The years that followed were difficult for all faiths in Russia, including the 
Buddhists here in
Buryatia, an impoverished Siberian region on the Mongolian border. The Soviet Union,
under Stalin, repressed most manifestations of religion, executing hundreds of lamas 
and
destroying 46 Buddhist temples and monasteries.

After World War II, Stalin relented somewhat and allowed the Buddhists to rebuild their
monastery outside Ivolginsk, along a low, desolate valley 35 kilometers (20 miles) from
Buryatia's capital, Ulan-Ude. But religious practice remained tightly restricted.

When the 30 years had passed - it might have been 28; the details are murky - 
Itigilov's
followers did what he had asked, exhuming his remains from a cemetery in Khukhe-
Zurkhen.

What they found, as the story goes, was Itigilov's body, still in the lotus position, 
still
perfectly intact, having defied nature's imperative to decay.

Stalin was dead, but Soviet power remained absolute, and so the Buddhists reburied 
Itigilov
- and the secret - in an unmarked grave, packing his wooden coffin with salt. (That 
may be
important, or not.)

"Nobody could talk about it then," said the current Pandito Hambo Lama, the 25th, Damba
Ayusheyev. "To bring him back to the temple - it was forbidden, impossible.

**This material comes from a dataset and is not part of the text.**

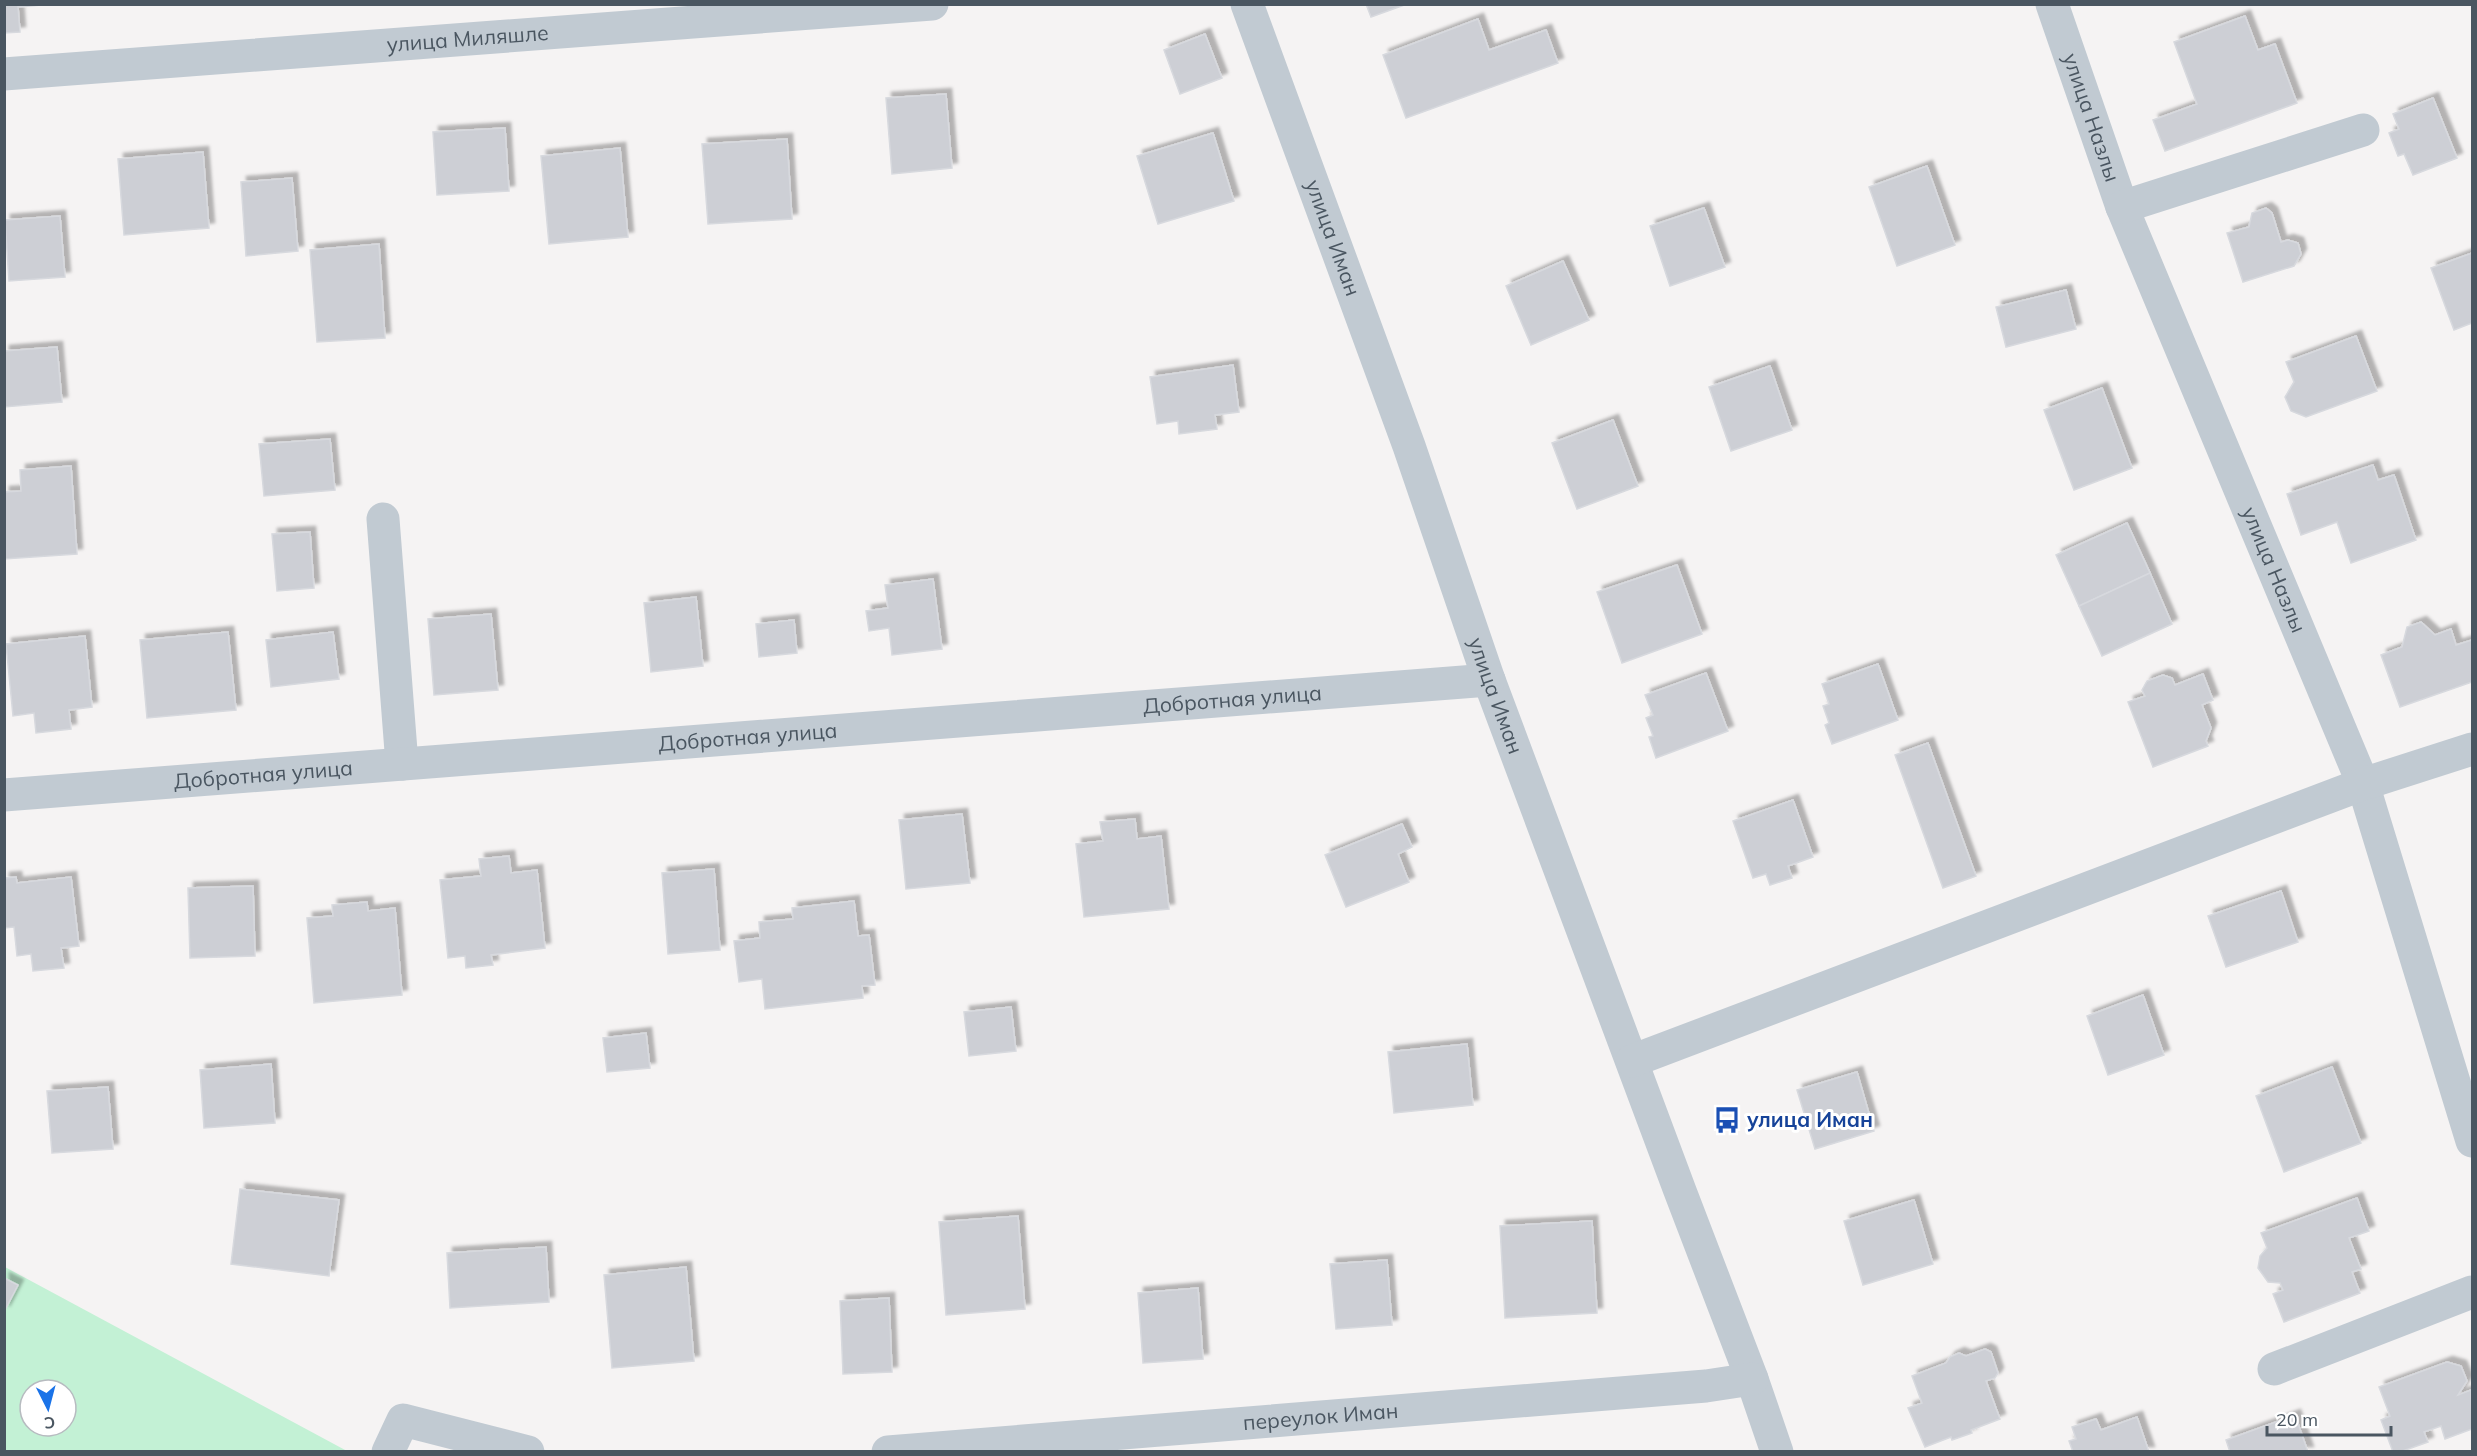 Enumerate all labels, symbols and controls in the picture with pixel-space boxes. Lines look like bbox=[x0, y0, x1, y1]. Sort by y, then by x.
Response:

So he was 
put
back."

Unlike supreme Tibetan lamas, who are considered reincarnations of previous lamas and
are enthroned for life, Pandito Hambo Lamas are elected by other lamas, serve 
relatively
short terms and are free to step down.

The story might have ended with the reburial had not a young lama, Bimba Dorzhiyev,
turned his curiosity for history into a quest to resolve the mystery of Itigilov. He 
found an
88-year-old believer, Amgalan Dabayev, whose father-in-law had been there when the
coffin had been opened and who himself had seen Itigilov. Dabayev led him to the grave.

On Sept. 11, 75 years after Itigilov's death, the body was once again lifted from the 
earth.
This time there was a record of the event: a dozen witnesses, including two forensic
experts and a photographer. The lamas who opened the coffin wore surgical masks, but
they need not have. Itigilov's body remained preserved.

The current Hambo Lama ordered the body brought to Ivolginsk, where it was greeted with
fanfare, ringing bells and lulling chants. He ordered the body placed on the second 
floor of
one of the monastery's four temples, where it remains today, secreted behind heavy
curtains and locked doors.

The monastery's 150 students keep a vigil on the first floor, praying around the clock,
though only the lamas may see the body. "To me it is the greatest miracle in life," 
said
Ayusheyev, the spiritual leader since 1995. "It turns out there are things on which 
time has
no power."

The 12th Hambo Lama was born in 1852 in czarist Russia and orphaned early, according to
the Buddhists' history. At 16 he studied to become a lama and served in several
monasteries in Buryatia. In 1911 he was nominated along with nine other candidates to
become the Hambo Lama and he was ultimately appointed by the czar's governor in 
Irkutsk.

During his time as Hambo Lama, Itigilov is said to have strengthened the faith, 
especially
among the Buryats, a nomadic people of Mongol descent who have lived in the region for
more than 30 centuries. He published religious tracts and teachings and united many of 
the
religion's factions.

Most of Russia's Buddhists - estimated today at 1 million - adhere to the "yellow hat" 
sect
that is predominant in Tibet. The Dalai Lama is their highest spiritual leader.

In the years since the Soviet collapse, Buryatia has remained a republic of the Russian
Federation. Across Russia the Buddhists have begun to thrive again, rebuilding lost 
temples,
opening schools and attracting new followers, even among ethnic Russians.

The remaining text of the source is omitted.